**Assigned task**
Leave the images aside and repeat the whole listing exactly.

[The data — start]

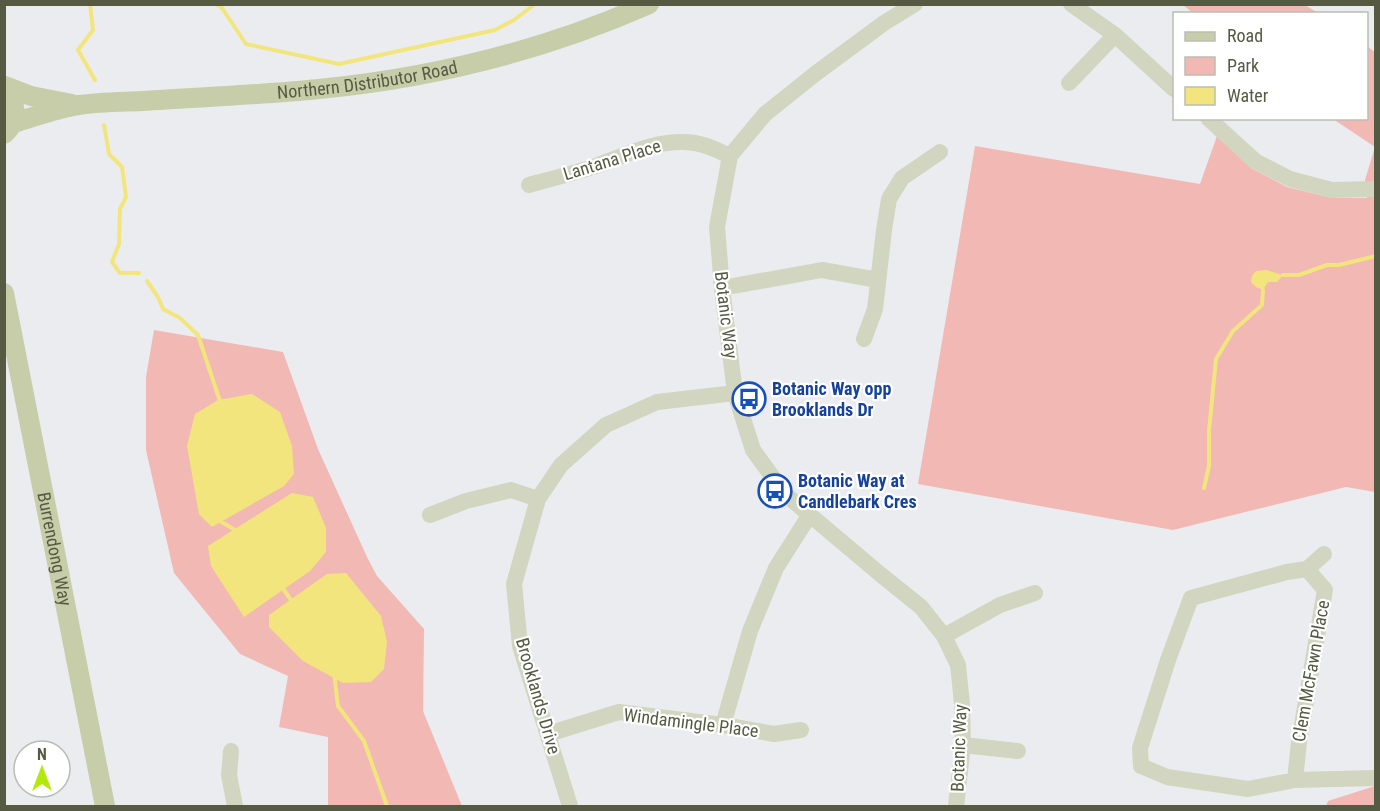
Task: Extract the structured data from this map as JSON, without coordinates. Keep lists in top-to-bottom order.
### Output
{
  "streets": {
    "main road": ["Northern Distributor Road", "Burrendong Way"],
    "street": [
      "Lantana Place",
      "Botanic Way",
      "Clem McFawn Place",
      "Brooklands Drive",
      "Windamingle Place"
    ]
  },
  "crossings": [
    ["Lantana Place", "Botanic Way"],
    ["Botanic Way", "Brooklands Drive"],
    ["Brooklands Drive", "Windamingle Place"]
  ],
  "places": {
    "bus stop": ["Botanic Way opp Brooklands Dr", "Botanic Way at Candlebark Cres"]
  },
  "legend": ["Road", "Park", "Water"],
  "north": "top"
}
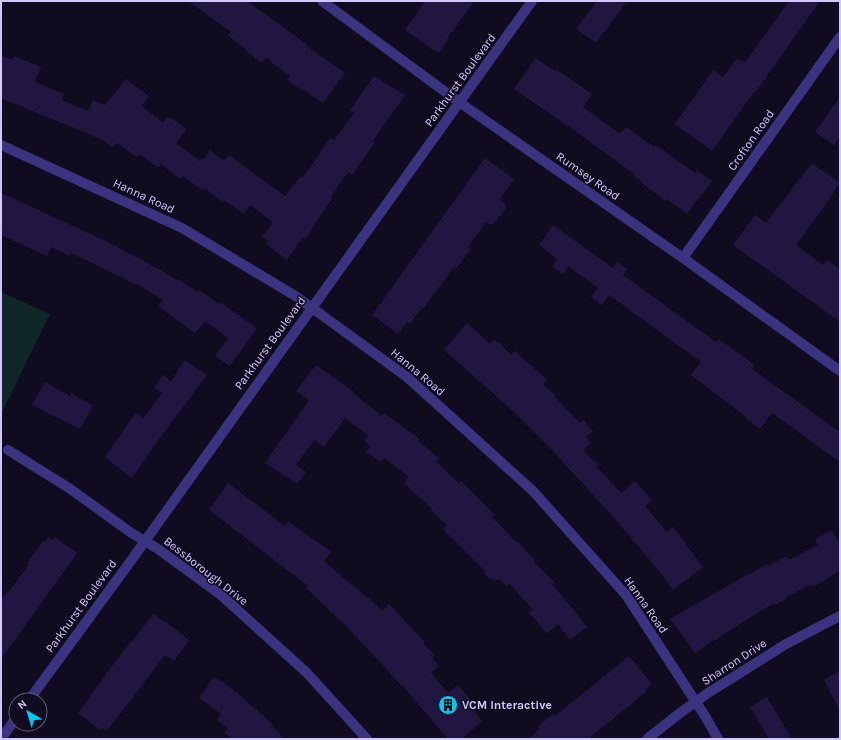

[The data — finish]

**Answer box**
Task: Extract the structured data from this map as JSON, without coordinates. Keep lists in top-to-bottom order.
### Output
{
  "streets": {
    "main road": ["Northern Distributor Road", "Burrendong Way"],
    "street": [
      "Lantana Place",
      "Botanic Way",
      "Clem McFawn Place",
      "Brooklands Drive",
      "Windamingle Place"
    ]
  },
  "crossings": [
    ["Lantana Place", "Botanic Way"],
    ["Botanic Way", "Brooklands Drive"],
    ["Brooklands Drive", "Windamingle Place"]
  ],
  "places": {
    "bus stop": ["Botanic Way opp Brooklands Dr", "Botanic Way at Candlebark Cres"]
  },
  "legend": ["Road", "Park", "Water"],
  "north": "top"
}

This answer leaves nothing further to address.